12 Gennaio 1972
Noi diciamo che l'uomo moderno, alunno e maestro dello studio scientifico, non può essere alla conclusione dello sforzo della sua intelligenza completamente appagato perché il pensiero umano tende non solo a conoscere le cose, ma a scoprirne altresì le ragioni, il perché, le cause essenziali delle cose stesse; e quanto più questo nostro pensiero si inoltra nel campo sconfinato delle ricerche e delle scoperte, tanto più è spinto ad un dato momento a due successive e sempre più inquietanti domande; una speculativa ( filosofica, metafisica ): che cosa vi è nelle profondità di queste cose, mute e passive per un verso - il loro essere -, eloquenti e operanti per un altro verso - i principi e le leggi che le pervadono?

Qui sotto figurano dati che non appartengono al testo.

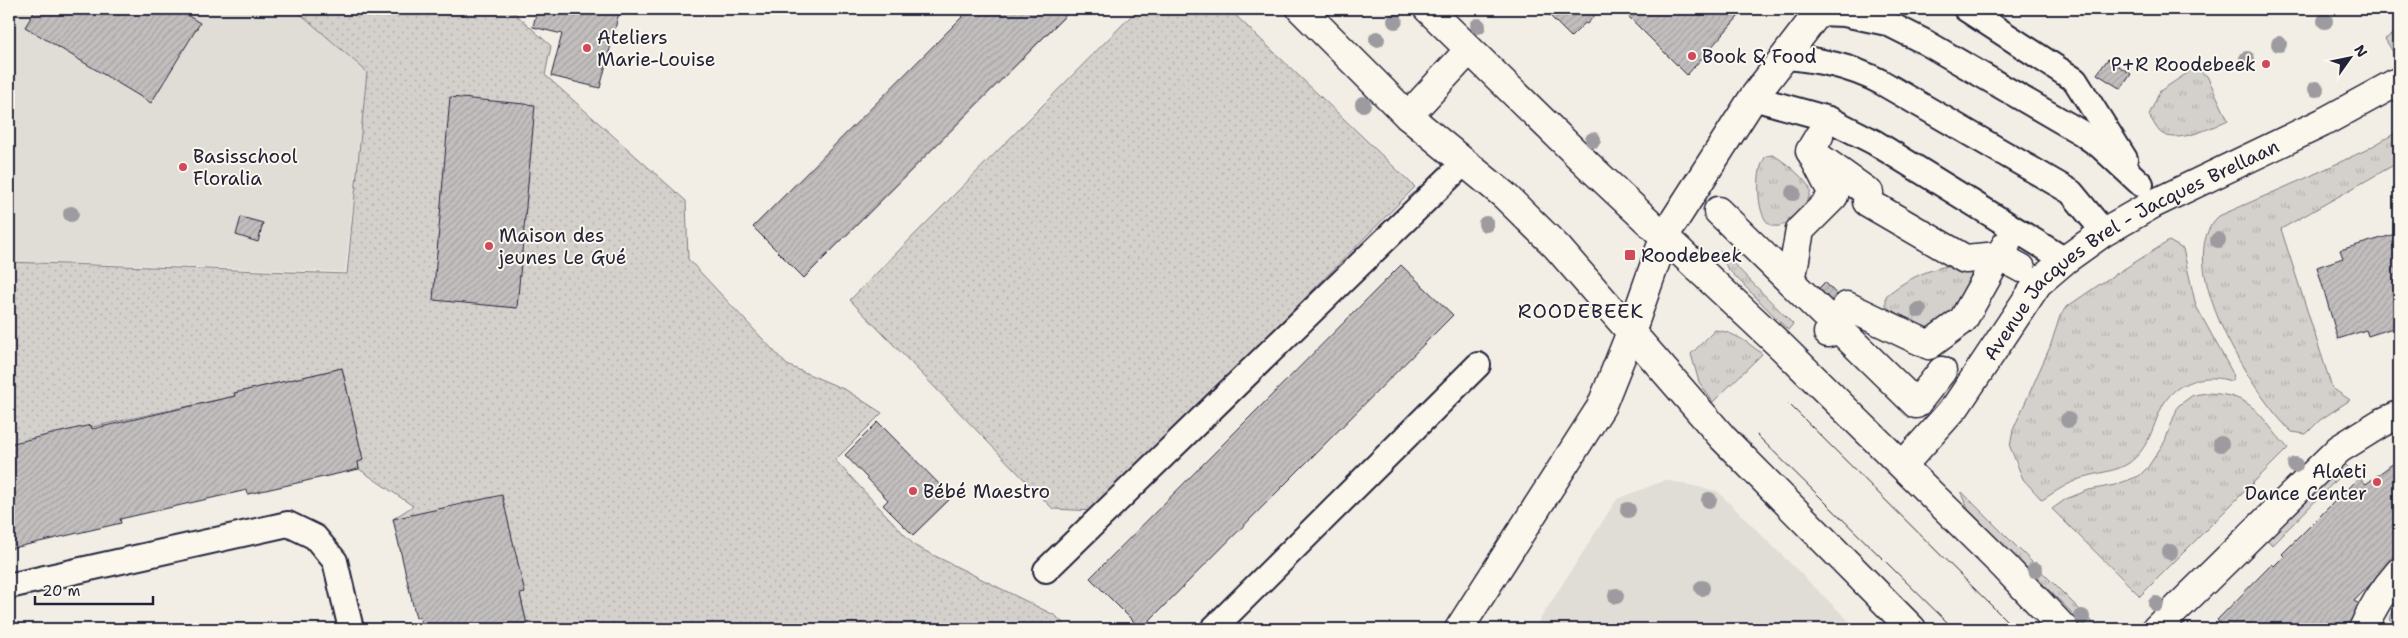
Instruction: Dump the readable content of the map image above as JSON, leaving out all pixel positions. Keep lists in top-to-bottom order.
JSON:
{
  "streets": {
    "street": ["Avenue Jacques Brel - Jacques Brellaan"]
  },
  "districts": ["ROODEBEEK"],
  "places": {
    "other": [
      "Ateliers Marie-Louise",
      "Book & Food",
      "P+R Roodebeek",
      "Basisschool Floralia",
      "Maison des jeunes Le Gué",
      "Alaeti Dance Center",
      "Bébé Maestro"
    ],
    "transit": ["Roodebeek"]
  },
  "scale_bar": "20 m",
  "north": "top right"
}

Cioè sente il tormento d'una spiegazione, che dev'essere dentro le cose stesse, come il segreto di un indovinello, e dev'essere fuori e sopra di esse; è il tormento supremo dell'intelligenza, il tormento religioso ( l'intelletto che cerca la fede; mentre poi dirà S. Anselmo: « la fede cerca l'intelletto » ).

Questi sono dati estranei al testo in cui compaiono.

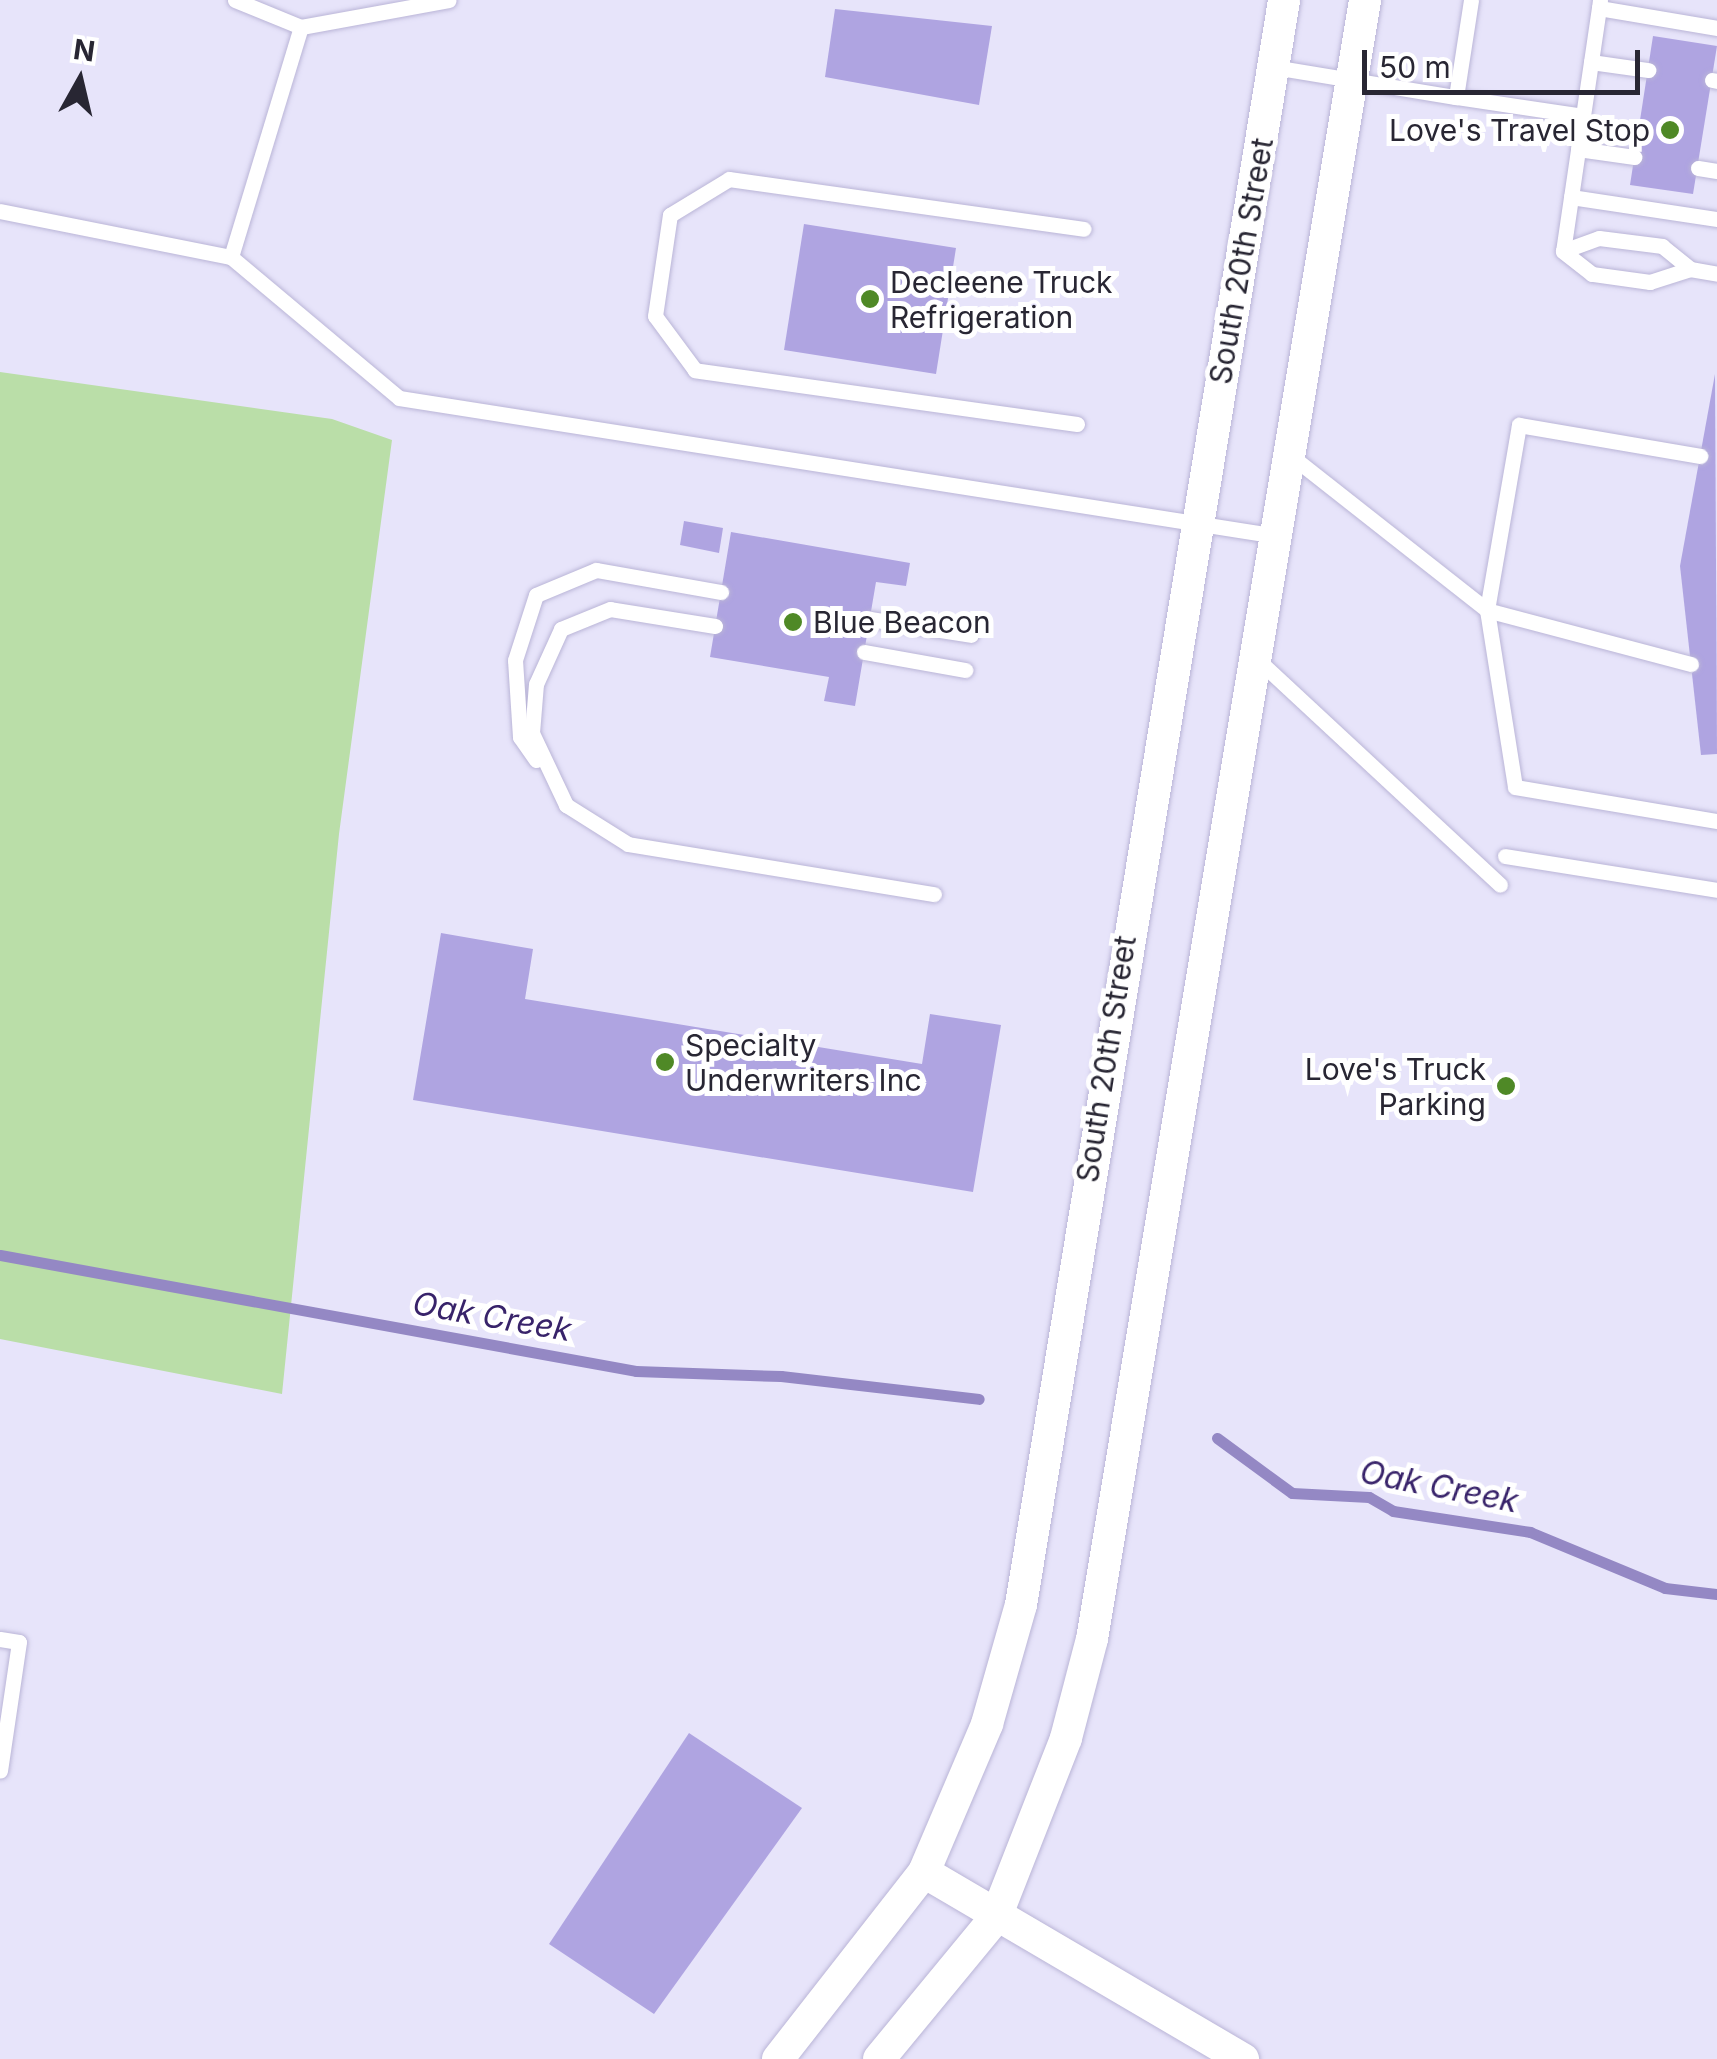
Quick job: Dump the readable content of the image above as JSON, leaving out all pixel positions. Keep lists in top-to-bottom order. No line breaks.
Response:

L'altra domanda è pratica ( o piuttosto psicologica e morale ): lo studioso si chiede: a me, alla mia vita, al mio cuore, al mio destino personale tutto questo universo che cosa serve?
È un immenso deserto o è una casa per la mia vita?

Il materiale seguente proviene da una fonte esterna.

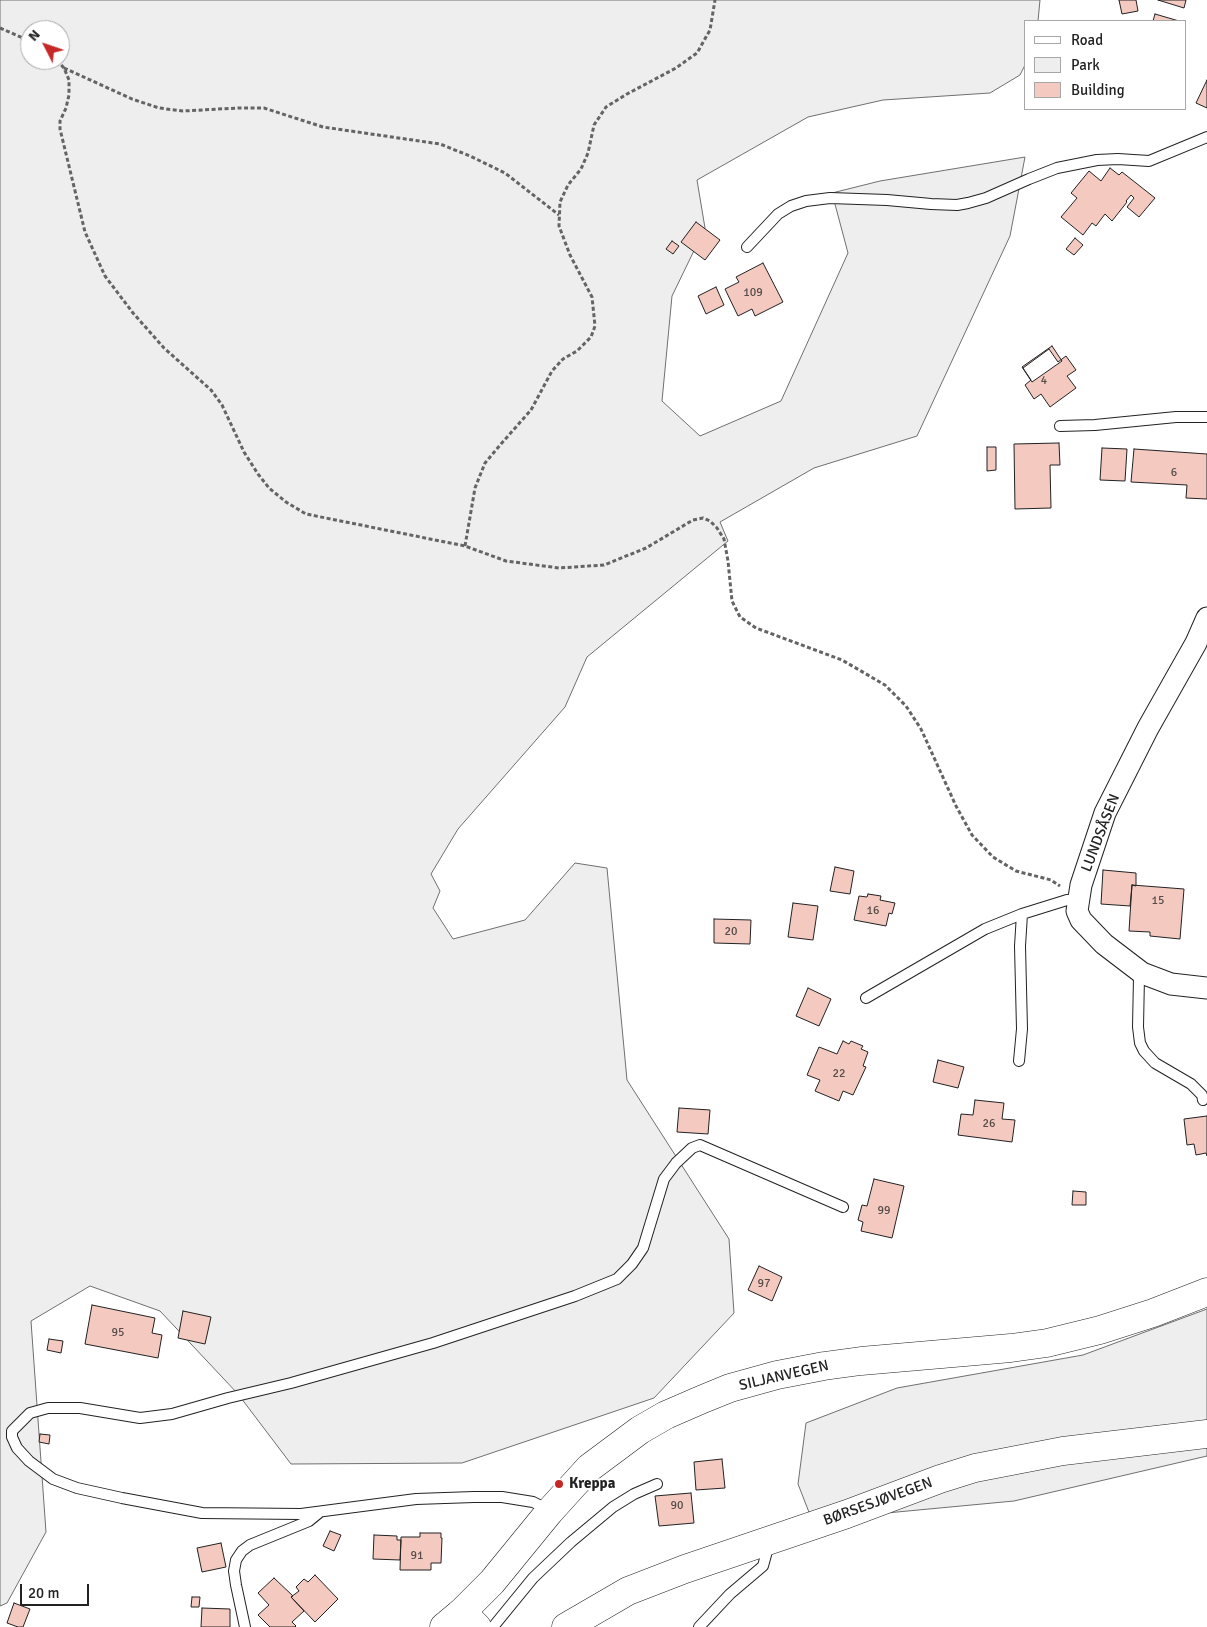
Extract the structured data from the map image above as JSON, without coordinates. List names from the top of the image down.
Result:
{
  "streets": {
    "main road": ["SILJANVEGEN", "BØRSESJØVEGEN"],
    "street": ["LUNDSÅSEN"]
  },
  "places": ["Kreppa"],
  "house_numbers": [
    "109",
    "4",
    "6",
    "15",
    "16",
    "20",
    "22",
    "26",
    "99",
    "97",
    "95",
    "90",
    "91"
  ],
  "legend": ["Road", "Park", "Building"],
  "scale_bar": "20 m",
  "north": "top left"
}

Che cosa valgono per il mio spirito, per il mio interiore bisogno di verità, di amore, di felicità tutte queste enciclopediche ricchezze scientifiche?
E le loro stesse strabilianti applicazioni tecniche mi rendono più uomo, più buono, più felice?
Se non sono coordinate con il problema della mia esistenza personale, della mia irrinunciabile immortalità, che valgono esse per me?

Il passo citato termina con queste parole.